▶ WORK REQUIRED
Repeat exactly each line of the data provided below.

▶ MATERIAL FOR THE TASK
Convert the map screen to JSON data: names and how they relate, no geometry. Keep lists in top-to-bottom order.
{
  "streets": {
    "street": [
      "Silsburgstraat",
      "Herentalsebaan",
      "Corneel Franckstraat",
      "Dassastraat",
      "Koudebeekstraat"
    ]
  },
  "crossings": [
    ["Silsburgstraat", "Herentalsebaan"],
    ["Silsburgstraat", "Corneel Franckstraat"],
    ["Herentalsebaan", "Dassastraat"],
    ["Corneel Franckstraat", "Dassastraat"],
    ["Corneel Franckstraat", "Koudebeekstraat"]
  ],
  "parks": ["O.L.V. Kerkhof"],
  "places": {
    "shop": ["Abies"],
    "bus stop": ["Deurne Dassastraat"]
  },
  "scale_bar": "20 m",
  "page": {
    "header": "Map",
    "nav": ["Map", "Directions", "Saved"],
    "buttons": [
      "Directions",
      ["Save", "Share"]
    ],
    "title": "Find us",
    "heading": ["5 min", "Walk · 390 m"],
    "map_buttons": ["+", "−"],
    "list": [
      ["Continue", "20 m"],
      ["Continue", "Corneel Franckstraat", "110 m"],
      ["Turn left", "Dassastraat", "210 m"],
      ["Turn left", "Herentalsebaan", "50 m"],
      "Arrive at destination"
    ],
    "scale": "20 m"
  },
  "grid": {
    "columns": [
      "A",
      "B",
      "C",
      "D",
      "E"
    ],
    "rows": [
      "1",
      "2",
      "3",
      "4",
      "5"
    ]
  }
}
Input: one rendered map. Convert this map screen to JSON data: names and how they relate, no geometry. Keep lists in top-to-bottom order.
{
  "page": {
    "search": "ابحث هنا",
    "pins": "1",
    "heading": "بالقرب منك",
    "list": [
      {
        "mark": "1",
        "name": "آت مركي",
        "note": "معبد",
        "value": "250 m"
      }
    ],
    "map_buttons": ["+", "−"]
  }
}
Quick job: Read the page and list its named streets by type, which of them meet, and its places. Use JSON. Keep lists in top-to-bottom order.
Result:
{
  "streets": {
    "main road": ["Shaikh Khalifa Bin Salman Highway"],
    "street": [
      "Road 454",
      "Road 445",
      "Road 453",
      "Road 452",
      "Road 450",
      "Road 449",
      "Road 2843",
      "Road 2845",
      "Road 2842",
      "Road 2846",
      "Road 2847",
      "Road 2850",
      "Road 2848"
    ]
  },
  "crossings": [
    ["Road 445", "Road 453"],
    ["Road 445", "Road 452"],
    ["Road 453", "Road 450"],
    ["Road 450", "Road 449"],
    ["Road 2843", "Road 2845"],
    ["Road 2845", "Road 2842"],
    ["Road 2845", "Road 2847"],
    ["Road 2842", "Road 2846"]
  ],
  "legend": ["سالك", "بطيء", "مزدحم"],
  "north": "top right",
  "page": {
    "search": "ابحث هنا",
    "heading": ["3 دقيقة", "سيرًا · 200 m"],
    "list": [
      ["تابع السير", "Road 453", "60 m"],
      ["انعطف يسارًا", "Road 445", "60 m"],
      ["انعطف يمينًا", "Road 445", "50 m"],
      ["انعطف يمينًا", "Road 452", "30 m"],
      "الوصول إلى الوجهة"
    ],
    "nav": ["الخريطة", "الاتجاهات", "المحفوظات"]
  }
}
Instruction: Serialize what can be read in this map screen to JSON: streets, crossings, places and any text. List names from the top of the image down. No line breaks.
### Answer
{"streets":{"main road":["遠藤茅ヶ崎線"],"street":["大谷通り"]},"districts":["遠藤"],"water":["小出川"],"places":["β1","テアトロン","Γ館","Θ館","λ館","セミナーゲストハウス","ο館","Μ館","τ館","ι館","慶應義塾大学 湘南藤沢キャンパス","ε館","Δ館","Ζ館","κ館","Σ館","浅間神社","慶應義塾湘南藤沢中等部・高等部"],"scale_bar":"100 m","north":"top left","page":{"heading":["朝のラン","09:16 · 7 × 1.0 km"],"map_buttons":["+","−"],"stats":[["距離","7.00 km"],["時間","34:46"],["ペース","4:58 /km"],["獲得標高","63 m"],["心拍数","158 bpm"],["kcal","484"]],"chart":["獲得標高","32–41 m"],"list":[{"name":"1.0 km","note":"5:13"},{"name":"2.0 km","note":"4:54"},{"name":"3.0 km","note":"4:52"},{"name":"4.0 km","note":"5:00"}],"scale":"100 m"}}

▶ ANSWER SPACE
Convert the map screen to JSON data: names and how they relate, no geometry. Keep lists in top-to-bottom order.
{
  "streets": {
    "street": [
      "Silsburgstraat",
      "Herentalsebaan",
      "Corneel Franckstraat",
      "Dassastraat",
      "Koudebeekstraat"
    ]
  },
  "crossings": [
    ["Silsburgstraat", "Herentalsebaan"],
    ["Silsburgstraat", "Corneel Franckstraat"],
    ["Herentalsebaan", "Dassastraat"],
    ["Corneel Franckstraat", "Dassastraat"],
    ["Corneel Franckstraat", "Koudebeekstraat"]
  ],
  "parks": ["O.L.V. Kerkhof"],
  "places": {
    "shop": ["Abies"],
    "bus stop": ["Deurne Dassastraat"]
  },
  "scale_bar": "20 m",
  "page": {
    "header": "Map",
    "nav": ["Map", "Directions", "Saved"],
    "buttons": [
      "Directions",
      ["Save", "Share"]
    ],
    "title": "Find us",
    "heading": ["5 min", "Walk · 390 m"],
    "map_buttons": ["+", "−"],
    "list": [
      ["Continue", "20 m"],
      ["Continue", "Corneel Franckstraat", "110 m"],
      ["Turn left", "Dassastraat", "210 m"],
      ["Turn left", "Herentalsebaan", "50 m"],
      "Arrive at destination"
    ],
    "scale": "20 m"
  },
  "grid": {
    "columns": [
      "A",
      "B",
      "C",
      "D",
      "E"
    ],
    "rows": [
      "1",
      "2",
      "3",
      "4",
      "5"
    ]
  }
}
Input: one rendered map. Convert this map screen to JSON data: names and how they relate, no geometry. Keep lists in top-to-bottom order.
{
  "page": {
    "search": "ابحث هنا",
    "pins": "1",
    "heading": "بالقرب منك",
    "list": [
      {
        "mark": "1",
        "name": "آت مركي",
        "note": "معبد",
        "value": "250 m"
      }
    ],
    "map_buttons": ["+", "−"]
  }
}
Quick job: Read the page and list its named streets by type, which of them meet, and its places. Use JSON. Keep lists in top-to-bottom order.
Result:
{
  "streets": {
    "main road": ["Shaikh Khalifa Bin Salman Highway"],
    "street": [
      "Road 454",
      "Road 445",
      "Road 453",
      "Road 452",
      "Road 450",
      "Road 449",
      "Road 2843",
      "Road 2845",
      "Road 2842",
      "Road 2846",
      "Road 2847",
      "Road 2850",
      "Road 2848"
    ]
  },
  "crossings": [
    ["Road 445", "Road 453"],
    ["Road 445", "Road 452"],
    ["Road 453", "Road 450"],
    ["Road 450", "Road 449"],
    ["Road 2843", "Road 2845"],
    ["Road 2845", "Road 2842"],
    ["Road 2845", "Road 2847"],
    ["Road 2842", "Road 2846"]
  ],
  "legend": ["سالك", "بطيء", "مزدحم"],
  "north": "top right",
  "page": {
    "search": "ابحث هنا",
    "heading": ["3 دقيقة", "سيرًا · 200 m"],
    "list": [
      ["تابع السير", "Road 453", "60 m"],
      ["انعطف يسارًا", "Road 445", "60 m"],
      ["انعطف يمينًا", "Road 445", "50 m"],
      ["انعطف يمينًا", "Road 452", "30 m"],
      "الوصول إلى الوجهة"
    ],
    "nav": ["الخريطة", "الاتجاهات", "المحفوظات"]
  }
}
Instruction: Serialize what can be read in this map screen to JSON: streets, crossings, places and any text. List names from the top of the image down. No line breaks.
### Answer
{"streets":{"main road":["遠藤茅ヶ崎線"],"street":["大谷通り"]},"districts":["遠藤"],"water":["小出川"],"places":["β1","テアトロン","Γ館","Θ館","λ館","セミナーゲストハウス","ο館","Μ館","τ館","ι館","慶應義塾大学 湘南藤沢キャンパス","ε館","Δ館","Ζ館","κ館","Σ館","浅間神社","慶應義塾湘南藤沢中等部・高等部"],"scale_bar":"100 m","north":"top left","page":{"heading":["朝のラン","09:16 · 7 × 1.0 km"],"map_buttons":["+","−"],"stats":[["距離","7.00 km"],["時間","34:46"],["ペース","4:58 /km"],["獲得標高","63 m"],["心拍数","158 bpm"],["kcal","484"]],"chart":["獲得標高","32–41 m"],"list":[{"name":"1.0 km","note":"5:13"},{"name":"2.0 km","note":"4:54"},{"name":"3.0 km","note":"4:52"},{"name":"4.0 km","note":"5:00"}],"scale":"100 m"}}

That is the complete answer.